The Hinduphobic genre of scholarship in American academia is spreading disinformation about Indic thought and civilization. It is practiced by a small but powerful group of scholars who, although untrained in Freudian psychoanalysis, are inappropriately using this technique along with their own personal pathologies and very fertile imagination to eroticize and pathologize Hindu/Indian culture – from the gods to spiritual leadership to practitioners to the nation that is India – as degraded, immoral, fraught with sexual pathologies, and a hindrance to universal basic human rights. These scholars lack language and translation skills for accessing and interpreting the multi-layered meanings and cultural nuances of the richly symbolic Hindu/Indian culture and their scholarship demonstrates the paramountcy of their personal ideologies over fair scholarship.
Such disinformation in the guise of scholarship is planted in academia, government circles, media and popular culture, by this powerful coterie of scholars who wield great political power within academia because of their seniority in Hindu/India Studies and the influence they wield over students. Since they rule the roost they have now arrogated unto themselves the voice of authority on Hindu/Indian issues. For example, Jeffrey Kripal, in his book, “Kali’s Child,” demolishes Hindu saints and Hindu mysticism, and Kripal claims to have authoritavely established that the saint, Sri Ramakrishna, had homosexual tendencies, that he had sexually abused the young Swami Vivekananda, and that his mysticism is equated with sexual deviancy. The Encyclopedia Britannica lists this book as its top choice for learning about Sri Ramakrishna. This book also won the Best Book Award from the American Academy of Religion. Although Indian scholars attacked the book for its many mistranslations and other huge errors in scholarship, it continues to be recommended as an authoritative text in academic circles.
Traditionally, scholars of Hindu/India Studies do not provide their informants (subjects of their study) with any feedback to ensure the veracity of their conclusions. They go to India where they are treated as “devatas” (atithi devo bhava = treat the guest with high honor akin to that for God); they collect their data which in many cases are likely to be faulty because of language differences, ignorance of cultural nuances and the ability to interpret the multi-layered meanings in the richly symbolic Hindu culture. When they return to America their works remain far away from the gaze of their informants, and they set themselves up as experts back scratching each other to ensure control in academia, for example, giving prizes to books and promoting each other’s books as mandated reading in college courses.
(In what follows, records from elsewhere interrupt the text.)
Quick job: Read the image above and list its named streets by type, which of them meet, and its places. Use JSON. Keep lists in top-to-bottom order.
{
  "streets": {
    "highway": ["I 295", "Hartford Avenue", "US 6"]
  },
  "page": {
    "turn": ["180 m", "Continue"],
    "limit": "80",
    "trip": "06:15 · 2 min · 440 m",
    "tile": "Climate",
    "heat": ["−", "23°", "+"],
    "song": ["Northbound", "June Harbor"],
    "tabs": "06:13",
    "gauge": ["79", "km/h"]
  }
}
Hindu/Indian Americans started “talking back” to these scholars – something that irked them since, traditionally, informants had no voice in what was written about them. A peaceful grassroots movement arose in 2002 led by independent scholar, Rajiv Malhotra, whose profuse writings on listservs and portals like Sulekha.com came to define and expose the American academic Hinduphobia that was threatening the global image of Hinduism and India. He came under heavy attack from the coterie of Hinduphobic scholars but bravely stood his ground, physically entering their courts at conferences and so on, and challenging them on their own turf.
A silent but peaceful revolt started in academia as more and more diasporic Hindu/Indian voices started echoing in the hitherto hallowed halls of American academia. Several protests and petitions emerged on the Internet, which became the main communication pathway for . In the process, a few brave scholars broke ranks with their colleagues to protest what they too saw as biased scholarship. The hitherto disempowered started talking back to the Hinduphobic scholars. The latter then circled their bandwagons, firing back with a plethora of fallacious arguments, for example, ad hominems (attacking the person instead of the issue); stawman (linking critics with already demonized persons and concepts like saying they are “saffron,” “Hindutva” etc.); using fear and scare tactics and emotive appeal (petitions by Hindu/Indian Americans were hijacked with violent comments leading the scholars to insinuate that their critics wanted to kill them). They painted themselves as innocent victims under attack from untutored savages, with their independence, freedom of speech and intellectual freedom being under similar attack; oversimplifying the issue as one of censorship and emotionalism, claiming authority (that as scholars of religion they alone have the objectivity and scientific methodologies for research in the discipline unlike practitioners or people outside of discipline); using extended and false analogies (associating critics with Hindutva that was already tainted by them, and with violence in Indian politics); appealing to force (calling on scholars to boycott Motilal Banarsidas); using prestigious jargon to sound like experts; using extended and spurious analogies to taint their critics; and the list goes on.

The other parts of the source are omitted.